* **Activity**
Please retype all the records below exactly as they read.

Records from a collection
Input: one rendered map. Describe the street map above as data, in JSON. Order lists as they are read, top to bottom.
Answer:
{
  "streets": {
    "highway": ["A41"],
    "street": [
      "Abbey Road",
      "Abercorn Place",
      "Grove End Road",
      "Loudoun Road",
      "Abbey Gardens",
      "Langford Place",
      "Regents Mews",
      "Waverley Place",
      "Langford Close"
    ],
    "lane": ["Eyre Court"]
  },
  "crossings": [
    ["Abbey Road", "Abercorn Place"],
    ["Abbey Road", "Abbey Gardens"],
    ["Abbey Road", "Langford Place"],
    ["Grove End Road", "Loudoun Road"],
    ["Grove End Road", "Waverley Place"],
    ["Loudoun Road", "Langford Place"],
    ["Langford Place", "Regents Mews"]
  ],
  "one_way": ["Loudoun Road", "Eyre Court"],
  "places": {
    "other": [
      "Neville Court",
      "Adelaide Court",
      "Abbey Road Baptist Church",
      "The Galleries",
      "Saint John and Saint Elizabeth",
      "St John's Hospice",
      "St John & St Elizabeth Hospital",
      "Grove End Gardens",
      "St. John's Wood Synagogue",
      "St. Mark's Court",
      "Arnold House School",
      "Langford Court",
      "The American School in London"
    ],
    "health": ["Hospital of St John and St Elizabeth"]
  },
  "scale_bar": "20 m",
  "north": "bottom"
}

* **Answer for this exercise**
Input: one rendered map. Describe the street map above as data, in JSON. Order lists as they are read, top to bottom.
Answer:
{
  "streets": {
    "highway": ["A41"],
    "street": [
      "Abbey Road",
      "Abercorn Place",
      "Grove End Road",
      "Loudoun Road",
      "Abbey Gardens",
      "Langford Place",
      "Regents Mews",
      "Waverley Place",
      "Langford Close"
    ],
    "lane": ["Eyre Court"]
  },
  "crossings": [
    ["Abbey Road", "Abercorn Place"],
    ["Abbey Road", "Abbey Gardens"],
    ["Abbey Road", "Langford Place"],
    ["Grove End Road", "Loudoun Road"],
    ["Grove End Road", "Waverley Place"],
    ["Loudoun Road", "Langford Place"],
    ["Langford Place", "Regents Mews"]
  ],
  "one_way": ["Loudoun Road", "Eyre Court"],
  "places": {
    "other": [
      "Neville Court",
      "Adelaide Court",
      "Abbey Road Baptist Church",
      "The Galleries",
      "Saint John and Saint Elizabeth",
      "St John's Hospice",
      "St John & St Elizabeth Hospital",
      "Grove End Gardens",
      "St. John's Wood Synagogue",
      "St. Mark's Court",
      "Arnold House School",
      "Langford Court",
      "The American School in London"
    ],
    "health": ["Hospital of St John and St Elizabeth"]
  },
  "scale_bar": "20 m",
  "north": "bottom"
}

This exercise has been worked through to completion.